Here’s what you need to know about chemical reactions:

• **Reactants and Products:** In any chemical reaction, the starting materials are called reactants, and the substances formed are called products. For the given formula: \[\mathrm{HNO}_{3} + \mathrm{H}_{2}\mathrm{~S} \rightarrow \mathrm{NO} + \mathrm{H}_{2}\mathrm{O} + \mathrm{S}\] \(\mathrm{HNO}_{3}\) and \(\mathrm{H}_{2}\mathrm{S}\) are the reactants, and \(\mathrm{NO}, \mathrm{H}_{2}\mathrm{O}\), and sulfur (\mathrm{S}) are the products.
• **Balancing Reactions:** A balanced reaction means that the number of each type of atom is equal on both sides of the equation, indicating that mass is conserved during the reaction.
• **Types of Chemical Reactions:** These can be classified into various types, such as synthesis, decomposition, and oxidation-reduction, which are based on the nature of the reactants and products.

Chemical reactions are not just theoretical; they happen all around us and are fundamental to many scientific and industrial processes. Mastery of chemical reactions allows chemists to manipulate matter in beneficial ways.

Oxidation-reduction reactions, or redox reactions, are a type of chemical reaction involving the transfer of electrons between two species.

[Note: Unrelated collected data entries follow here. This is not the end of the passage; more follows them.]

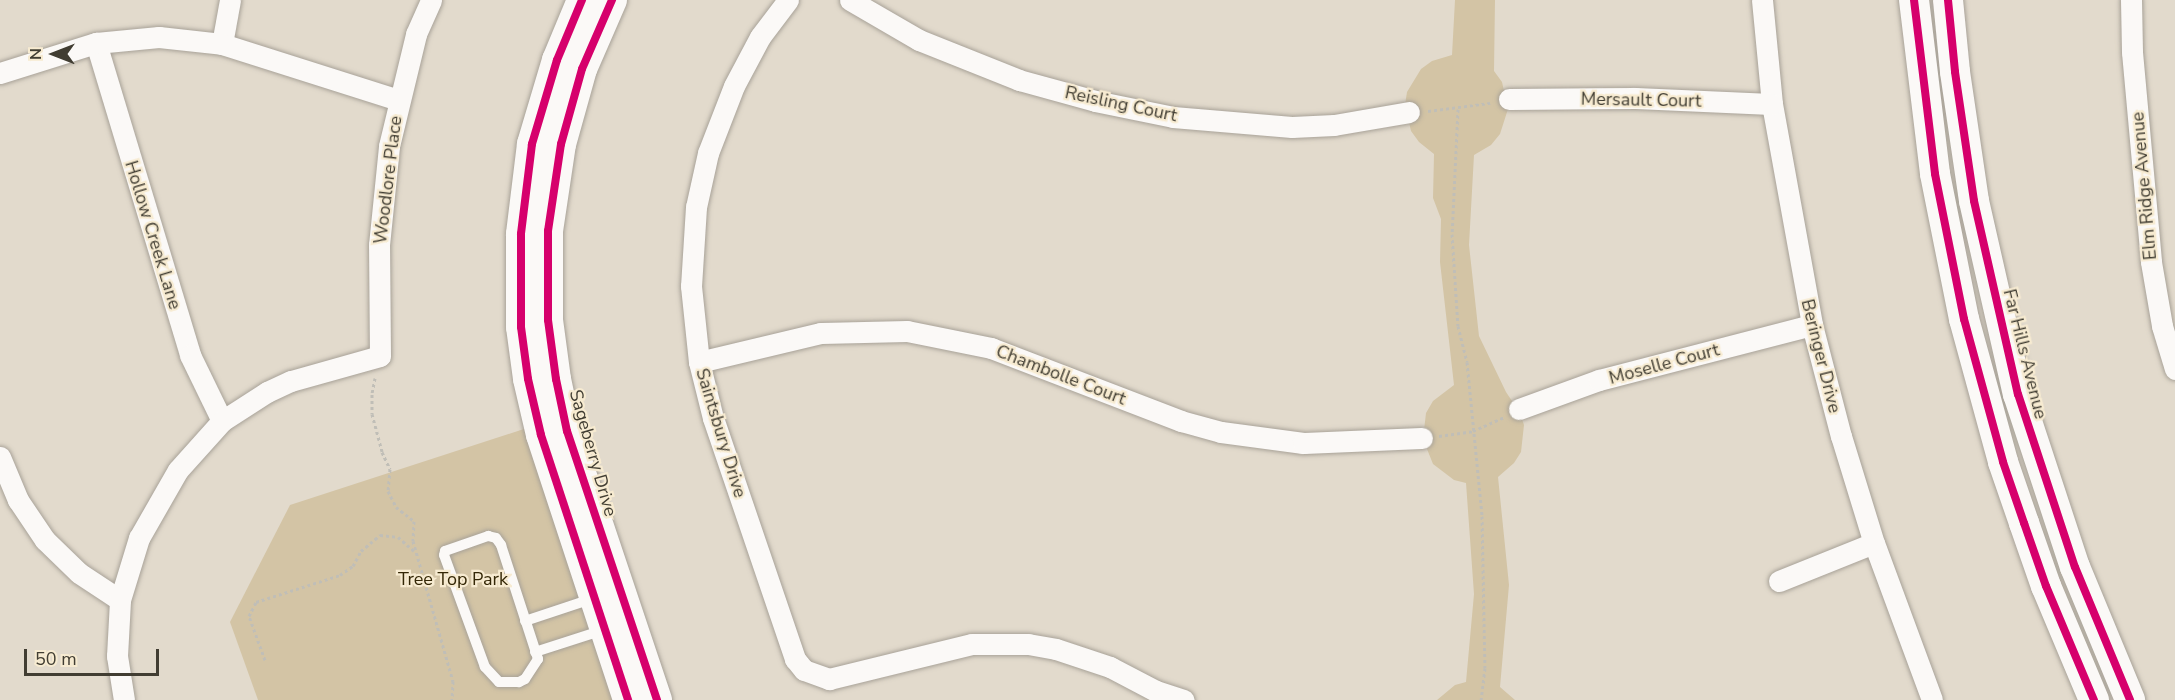 <!DOCTYPE html>
<html>
<head>
<meta charset="utf-8">
<style>
	body { margin:0 }
	#map { position:relative; width:2175px; height:700px; overflow:hidden; background:#e2dacc; font-family:"Nunito Sans",sans-serif }
	div>[style] { position:absolute }
	.green>* { inset:0; background:#d3c4a5 }
	.path>* { height:3px; margin-top:-1.5px; transform-origin:0; background:repeating-linear-gradient(90deg,#c0beb7 0 3px,transparent 0 6px) }
	.roads { filter:drop-shadow(0 0 2px #a8a298) drop-shadow(0 0 2px #a8a298) }
	.lane>* { height:10px; margin:-5px; padding:0 5px; transform-origin:5px; border-radius:5px; background:#fbf9f7 }
	.street>* { height:21px; margin:-10.5px; padding:0 10.5px; transform-origin:10.5px; border-radius:10.5px; background:#fbf9f7 }
	.secondary>* { height:30px; margin:-15px; padding:0 15px; transform-origin:15px; border-radius:15px; background:#fbf9f7 }
	.cycleway>* { height:8px; margin:-4px; padding:0 4px; transform-origin:4px; border-radius:4px; background:#d6006c }
	span { translate:-50% -50%; white-space:nowrap; text-align:center; line-height:1.15; -webkit-text-stroke:4.5px #f7ebd1; paint-order:stroke }
	.street-label { font-size:18px; color:#413d32 }
	.park-label { font-size:18px; color:#342706 }
	.north { position:absolute; left:24px; top:24px; width:60px; height:60px; -webkit-text-stroke:4px #f7ebd1; paint-order:stroke; rotate:270deg; font-size:16px; font-weight:700; line-height:24px; text-align:center; color:#413d32 }
	.north::after { content:''; display:block; margin:auto; width:21px; height:27px; background:#413d32; clip-path:polygon(50% 0,100% 100%,50% 72%,0 100%) }
	.scale { position:absolute; left:24px; top:649px; width:135px; height:27px; box-sizing:border-box; border:3px solid #413d32; border-top:0; padding-left:8px; font-size:18px; line-height:21px; white-space:nowrap; color:#413d32; -webkit-text-stroke:4px #f7ebd1; paint-order:stroke }
</style>
</head>
<body>
<div id="map">
	<div class="green">
		<i style="clip-path:polygon(1455px 0,1495px 0,1494px 71px,1502px 82px,1508px 109px,1500px 134px,1491px 145px,1474px 155px,1469px 245px,1479px 336px,1506px 392px,1520px 413px,1524px 425px,1521px 452px,1514px 463px,1498px 477px,1509px 585px,1500px 687px,1515px 700px,1437px 700px,1455px 685px,1466px 682px,1474px 594px,1466px 483px,1454px 480px,1433px 464px,1423px 439px,1426px 413px,1433px 401px,1454px 385px,1440px 262px,1441px 219px,1433px 198px,1434px 154px,1419px 142px,1411px 131px,1405px 105px,1407px 92px,1421px 69px,1432px 61px,1452px 55px)"></i>
		<i style="clip-path:polygon(530px 427px,620px 700px,258px 700px,230px 622px,290px 505px)"></i>
	</div>
	<div class="path">
		<i style="left:1458px;top:109px;width:125px;rotate:92.7deg"></i>
		<i style="left:1452px;top:234px;width:92px;rotate:86.3deg"></i>
		<i style="left:1458px;top:326px;width:37px;rotate:76deg"></i>
		<i style="left:1467px;top:362px;width:155px;rotate:84.4deg"></i>
		<i style="left:1482px;top:516px;width:152px;rotate:88.9deg"></i>
		<i style="left:1485px;top:668px;width:32px;rotate:97deg"></i>
		<i style="left:1428px;top:111px;width:63px;rotate:-7.4deg"></i>
		<i style="left:375px;top:378px;width:16px;rotate:101deg"></i>
		<i style="left:372px;top:394px;width:20px;rotate:90deg"></i>
		<i style="left:372px;top:414px;width:39px;rotate:75deg"></i>
		<i style="left:382px;top:452px;width:19px;rotate:65deg"></i>
		<i style="left:390px;top:469px;width:22px;rotate:95deg"></i>
		<i style="left:388px;top:491px;width:18px;rotate:63deg"></i>
		<i style="left:396px;top:507px;width:23px;rotate:38deg"></i>
		<i style="left:414px;top:521px;width:20px;rotate:93deg"></i>
		<i style="left:413px;top:541px;width:146px;rotate:74.1deg"></i>
		<i style="left:453px;top:681px;width:19px;rotate:93deg"></i>
		<i style="left:1439px;top:436px;width:34px;rotate:-8deg"></i>
		<i style="left:1473px;top:431px;width:34px;rotate:-24deg"></i>
		<i style="left:265px;top:660px;width:47px;rotate:-110deg"></i>
		<i style="left:249px;top:616px;width:16px;rotate:-63deg"></i>
		<i style="left:256px;top:602px;width:88px;rotate:-17.8deg"></i>
		<i style="left:340px;top:575px;width:16px;rotate:-35deg"></i>
		<i style="left:353px;top:566px;width:17px;rotate:-62deg"></i>
		<i style="left:361px;top:551px;width:25px;rotate:-40deg"></i>
		<i style="left:380px;top:535px;width:18px;rotate:6deg"></i>
		<i style="left:398px;top:537px;width:21px;rotate:41deg"></i>
	</div>
	<div class="roads">
		<div class="lane">
			<i style="left:488px;top:536px;width:8px;rotate:14deg"></i>
			<i style="left:496px;top:538px;width:9px;rotate:54deg"></i>
			<i style="left:501px;top:545px;width:120px;rotate:72deg"></i>
			<i style="left:538px;top:659px;width:24px;rotate:123deg"></i>
			<i style="left:525px;top:679px;width:7px;rotate:153deg"></i>
			<i style="left:519px;top:682px;width:20px;rotate:180deg"></i>
			<i style="left:499px;top:682px;width:21px;rotate:-133deg"></i>
			<i style="left:485px;top:667px;width:119px;rotate:-110.1deg"></i>
			<i style="left:444px;top:555px;width:4px;rotate:-76deg"></i>
			<i style="left:445px;top:551px;width:46px;rotate:-19.2deg"></i>
			<i style="left:525px;top:621px;width:73px;rotate:-18.4deg"></i>
			<i style="left:535px;top:652px;width:71px;rotate:-17.9deg"></i>
		</div>
		<div class="street">
			<i style="left:788px;top:0;width:46px;rotate:127.1deg"></i>
			<i style="left:760px;top:37px;width:55px;rotate:118deg"></i>
			<i style="left:734px;top:86px;width:72px;rotate:111.2deg"></i>
			<i style="left:708px;top:153px;width:55px;rotate:102.5deg"></i>
			<i style="left:696px;top:207px;width:79px;rotate:93.6deg"></i>
			<i style="left:691px;top:286px;width:76px;rotate:84deg"></i>
			<i style="left:699px;top:362px;width:58px;rotate:76deg"></i>
			<i style="left:713px;top:418px;width:255px;rotate:71.2deg"></i>
			<i style="left:795px;top:659px;width:14px;rotate:51deg"></i>
			<i style="left:804px;top:670px;width:27px;rotate:20deg"></i>
			<i style="left:829px;top:679px;width:147px;rotate:-13.8deg"></i>
			<i style="left:972px;top:644px;width:56px"></i>
			<i style="left:1028px;top:644px;width:28px;rotate:10deg"></i>
			<i style="left:1056px;top:649px;width:57px;rotate:18.4deg"></i>
			<i style="left:1110px;top:667px;width:52px;rotate:27.6deg"></i>
			<i style="left:1156px;top:691px;width:29px;rotate:18deg"></i>
			<i style="left:850px;top:0;width:80px;rotate:30.1deg"></i>
			<i style="left:919px;top:40px;width:108px;rotate:21.8deg"></i>
			<i style="left:1019px;top:80px;width:79px;rotate:15.4deg"></i>
			<i style="left:1095px;top:101px;width:80px;rotate:11.6deg"></i>
			<i style="left:1173px;top:117px;width:119px;rotate:4.8deg"></i>
			<i style="left:1292px;top:127px;width:42px;rotate:-2.7deg"></i>
			<i style="left:1334px;top:125px;width:76px;rotate:-9.8deg"></i>
			<i style="left:1762px;top:0;width:104px;rotate:84.5deg"></i>
			<i style="left:1772px;top:104px;width:225px;rotate:79.7deg"></i>
			<i style="left:1812px;top:325px;width:115px;rotate:75.4deg"></i>
			<i style="left:1841px;top:436px;width:112px;rotate:72.9deg"></i>
			<i style="left:1874px;top:543px;width:167px;rotate:69.7deg"></i>
			<i style="left:2131px;top:0;width:52px;rotate:88.9deg"></i>
			<i style="left:2132px;top:52px;width:211px;rotate:84.8deg"></i>
			<i style="left:2151px;top:262px;width:65px;rotate:80.2deg"></i>
			<i style="left:2162px;top:326px;width:45px;rotate:73.2deg"></i>
			<i style="left:96px;top:43px;width:326px;rotate:73.2deg"></i>
			<i style="left:190px;top:355px;width:73px;rotate:64.1deg"></i>
			<i style="left:222px;top:44px;width:45px;rotate:-79.7deg"></i>
			<i style="left:0;top:73px;width:101px;rotate:-17.4deg"></i>
			<i style="left:96px;top:43px;width:63px;rotate:-5.4deg"></i>
			<i style="left:159px;top:37px;width:63px;rotate:6.3deg"></i>
			<i style="left:222px;top:44px;width:186px;rotate:17.6deg"></i>
			<i style="left:1509px;top:99px;width:126px;rotate:-0.5deg"></i>
			<i style="left:1635px;top:98px;width:137px;rotate:2.5deg"></i>
			<i style="left:699px;top:362px;width:125px;rotate:-13.4deg"></i>
			<i style="left:821px;top:333px;width:86px;rotate:-1.3deg"></i>
			<i style="left:907px;top:331px;width:86px;rotate:11.4deg"></i>
			<i style="left:991px;top:348px;width:204px;rotate:21deg"></i>
			<i style="left:1181px;top:421px;width:41px;rotate:15.4deg"></i>
			<i style="left:1221px;top:432px;width:83px;rotate:7.6deg"></i>
			<i style="left:1303px;top:443px;width:119px;rotate:-2.4deg"></i>
			<i style="left:1519px;top:409px;width:85px;rotate:-19.9deg"></i>
			<i style="left:1599px;top:380px;width:220px;rotate:-14.5deg"></i>
			<i style="left:0;top:457px;width:47px;rotate:67.3deg"></i>
			<i style="left:18px;top:500px;width:48px;rotate:56deg"></i>
			<i style="left:45px;top:540px;width:47px;rotate:44.1deg"></i>
			<i style="left:79px;top:573px;width:49px;rotate:33.4deg"></i>
			<i style="left:1779px;top:581px;width:102px;rotate:-21.8deg"></i>
			<i style="left:124px;top:700px;width:45px;rotate:-99deg"></i>
			<i style="left:117px;top:656px;width:56px;rotate:-86.9deg"></i>
			<i style="left:120px;top:600px;width:65px;rotate:-73deg"></i>
			<i style="left:139px;top:538px;width:78px;rotate:-60.2deg"></i>
			<i style="left:178px;top:470px;width:66px;rotate:-48.1deg"></i>
			<i style="left:222px;top:421px;width:54px;rotate:-32.8deg"></i>
			<i style="left:267px;top:392px;width:26px;rotate:-25deg"></i>
			<i style="left:291px;top:381px;width:92px;rotate:-15.7deg"></i>
			<i style="left:380px;top:356px;width:111px;rotate:-90.5deg"></i>
			<i style="left:379px;top:245px;width:100px;rotate:-84.2deg"></i>
			<i style="left:389px;top:146px;width:115px;rotate:-76.4deg"></i>
			<i style="left:416px;top:34px;width:37px;rotate:-66deg"></i>
		</div>
		<div class="secondary">
			<i style="left:582px;top:0;width:65px;rotate:112.6deg"></i>
			<i style="left:557px;top:60px;width:88px;rotate:106.6deg"></i>
			<i style="left:532px;top:144px;width:91px;rotate:97deg"></i>
			<i style="left:521px;top:234px;width:93px;rotate:90deg"></i>
			<i style="left:521px;top:327px;width:52px;rotate:82.3deg"></i>
			<i style="left:528px;top:379px;width:57px;rotate:76.9deg"></i>
			<i style="left:541px;top:435px;width:279px;rotate:71.8deg"></i>
			<i style="left:612px;top:0;width:75px;rotate:113.5deg"></i>
			<i style="left:582px;top:69px;width:78px;rotate:105.6deg"></i>
			<i style="left:561px;top:144px;width:88px;rotate:98.5deg"></i>
			<i style="left:548px;top:231px;width:89px;rotate:90deg"></i>
			<i style="left:548px;top:320px;width:60px;rotate:82.3deg"></i>
			<i style="left:556px;top:379px;width:53px;rotate:78.1deg"></i>
			<i style="left:567px;top:431px;width:284px;rotate:71.5deg"></i>
			<i style="left:1914px;top:0;width:175px;rotate:83.1deg"></i>
			<i style="left:1935px;top:174px;width:148px;rotate:78.7deg"></i>
			<i style="left:1964px;top:319px;width:148px;rotate:74.7deg"></i>
			<i style="left:2003px;top:462px;width:65px;rotate:71deg"></i>
			<i style="left:2024px;top:523px;width:67px;rotate:70.8deg"></i>
			<i style="left:2046px;top:586px;width:124px;rotate:67.2deg"></i>
			<i style="left:1948px;top:0;width:72px;rotate:84.4deg"></i>
			<i style="left:1955px;top:72px;width:130px;rotate:81.6deg"></i>
			<i style="left:1974px;top:201px;width:198px;rotate:77.2deg"></i>
			<i style="left:2018px;top:394px;width:182px;rotate:71.8deg"></i>
			<i style="left:2075px;top:567px;width:144px;rotate:67.5deg"></i>
		</div>
	</div>
	<div class="cycleway">
		<i style="left:582px;top:0;width:65px;rotate:112.6deg"></i>
		<i style="left:557px;top:60px;width:88px;rotate:106.6deg"></i>
		<i style="left:532px;top:144px;width:91px;rotate:97deg"></i>
		<i style="left:521px;top:234px;width:93px;rotate:90deg"></i>
		<i style="left:521px;top:327px;width:52px;rotate:82.3deg"></i>
		<i style="left:528px;top:379px;width:57px;rotate:76.9deg"></i>
		<i style="left:541px;top:435px;width:279px;rotate:71.8deg"></i>
		<i style="left:612px;top:0;width:75px;rotate:113.5deg"></i>
		<i style="left:582px;top:69px;width:78px;rotate:105.6deg"></i>
		<i style="left:561px;top:144px;width:88px;rotate:98.5deg"></i>
		<i style="left:548px;top:231px;width:89px;rotate:90deg"></i>
		<i style="left:548px;top:320px;width:60px;rotate:82.3deg"></i>
		<i style="left:556px;top:379px;width:53px;rotate:78.1deg"></i>
		<i style="left:567px;top:431px;width:284px;rotate:71.5deg"></i>
		<i style="left:1914px;top:0;width:175px;rotate:83.1deg"></i>
		<i style="left:1935px;top:174px;width:148px;rotate:78.7deg"></i>
		<i style="left:1964px;top:319px;width:148px;rotate:74.7deg"></i>
		<i style="left:2003px;top:462px;width:65px;rotate:71deg"></i>
		<i style="left:2024px;top:523px;width:67px;rotate:70.8deg"></i>
		<i style="left:2046px;top:586px;width:124px;rotate:67.2deg"></i>
		<i style="left:1948px;top:0;width:72px;rotate:84.4deg"></i>
		<i style="left:1955px;top:72px;width:130px;rotate:81.6deg"></i>
		<i style="left:1974px;top:201px;width:198px;rotate:77.2deg"></i>
		<i style="left:2018px;top:394px;width:182px;rotate:71.8deg"></i>
		<i style="left:2075px;top:567px;width:144px;rotate:67.5deg"></i>
	</div>
	<div class="street-label">
		<span style="left:1641px;top:100px;rotate:1deg">Mersault Court</span>
		<span style="left:1121px;top:104px;rotate:12deg">Reisling Court</span>
		<span style="left:388px;top:180px;rotate:-83deg">Woodlore Place</span>
		<span style="left:2144px;top:186px;rotate:-95deg">Elm Ridge Avenue</span>
		<span style="left:153px;top:235px;rotate:73deg">Hollow Creek Lane</span>
		<span style="left:2025px;top:354px;rotate:76deg">Far Hills Avenue</span>
		<span style="left:1821px;top:356px;rotate:76deg">Beringer Drive</span>
		<span style="left:1664px;top:364px;rotate:-15deg">Moselle Court</span>
		<span style="left:1061px;top:375px;rotate:21deg">Chambolle Court</span>
		<span style="left:721px;top:433px;rotate:73deg">Saintsbury Drive</span>
		<span style="left:593px;top:453px;rotate:74deg">Sageberry Drive</span>
	</div>
	<div class="park-label">
		<span style="left:453px;top:579px">Tree Top Park</span>
	</div>
	<div class="north">N</div>
	<div class="scale">50 m</div>
</div>
</body>
</html>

These reactions are essential for numerous natural and industrial processes.Redox reactions are characterized by changes in oxidation states of the reactants. Here's how it works:

• **Oxidation:** This involves the loss of electrons. The substance that loses electrons is said to be oxidized. In our equation, notice that sulfur in \(\mathrm{H}_2\mathrm{S}\) is oxidized as it turns into elemental sulfur.
• **Reduction:** This involves the gain of electrons. The substance that gains electrons is reduced. For example, the nitrogen in \(\mathrm{HNO}_3\) is reduced to form \(\mathrm{NO}\).
• **Oxidizing and Reducing Agents:** The oxidizing agent is the compound that is reduced, and conversely, the reducing agent is the compound that is oxidized.

Understanding redox reactions is vital for explaining energy generation in batteries, metal extraction, and even biological processes like respiration. Learning to identify changes in oxidation states is a key skill in mastering chemistry.